With low level of interconnectedness as compared to banks with global presence and prudence, Pakistani banks were shielded from investments, which resulted in subprime mortgage crisis.

Banks are conservative with low reliance on financial innovation as compared to westerns markets, though innovation in retail has been witnessed through launching of branchless, internet and mobile banking. Cautious lending and low tolerance to innovation have safeguarded banks from taking on unnecessary risks.

Another reason for high level of resilience in the banking sector is the supervision of SBP through various circulars, guidelines, and prudential regulations.

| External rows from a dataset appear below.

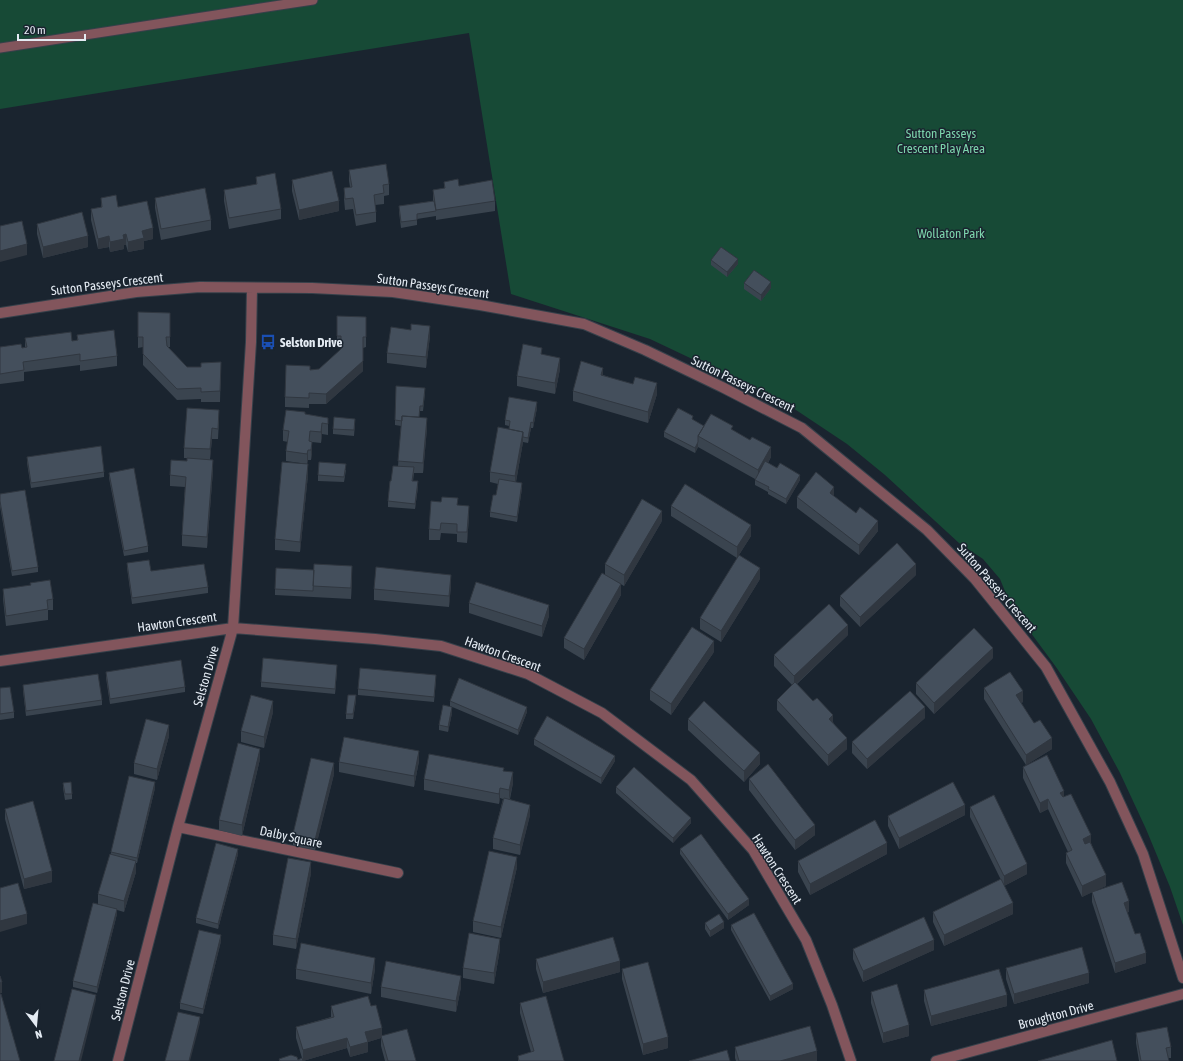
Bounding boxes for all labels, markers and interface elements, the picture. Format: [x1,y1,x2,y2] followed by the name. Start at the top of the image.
[18,16,85,42] scale bar
[24,23,46,37] text: 20 m
[897,126,985,156] park label: Sutton Passeys Crescent Play Area
[917,226,985,241] park label: Wollaton Park
[50,270,164,298] street label: Sutton Passeys Crescent
[376,271,490,301] street label: Sutton Passeys Crescent
[259,333,277,351] bus stop icon: Selston Drive
[280,335,343,350] place label: Selston Drive
[689,352,797,416] street label: Sutton Passeys Crescent
[954,540,1040,636] street label: Sutton Passeys Crescent
[136,609,218,635] street label: Hawton Crescent
[463,633,543,675] street label: Hawton Crescent
[190,644,222,708] street label: Selston Drive
[258,823,324,851] street label: Dalby Square
[749,831,805,907] street label: Hawton Crescent
[108,958,138,1022] street label: Selston Drive
[1017,998,1095,1032] street label: Broughton Drive
[16,1005,56,1045] north arrow
[34,1028,44,1041] text: N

SBP collects information from banks frequently for reporting of exposures, infected portfolio, compliance, returns on Basel II, portfolio structuring and monitoring.

Banks are encouraged to upgrade their technology and ensure fictitious transactions are flagged to eliminate money laundering. Banks are pushed by SBP to increase geographic reach to remote towns and rural areas across the country extending products and services, specially through branchless banking which is seen as a big challenge since such geographic reach requires strategic planning and high investments in information technology offering remote banking services.

Current banking in Pakistan is not at par with western banks specially when it comes to financial innovation. However, it has many similarities from loan origination to identification and mitigation of risks associated with such lending.

The main challenge is to bank the unbanked so that parallel transactions in the economy can be recorded. Banks are actively striving to increase their geographic reach through alternate channel of distribution where an individual does not need to come to the branch.

Based on current market dynamics, banks are ensured guaranteed returns through investment in T-Bills, which should be discouraged since crowding out results in an increase in lending rate and less residual flow for retail and corporate lending. Financial innovations should be encouraged to provide a wider assortment of products to the borrowers.

No bank is likely to face bankruptcy through mergers and acquisitions, if it continues to meet SBP's requirement of maintaining minimum capital requirement (MCR) for taking on risk. Fixed income markets need to be developed for which the prerequisite is the stability in interest rates and long-term stability in inflation. Banks are expected to continue increasing its liability and asset base, and yield growth through FY12.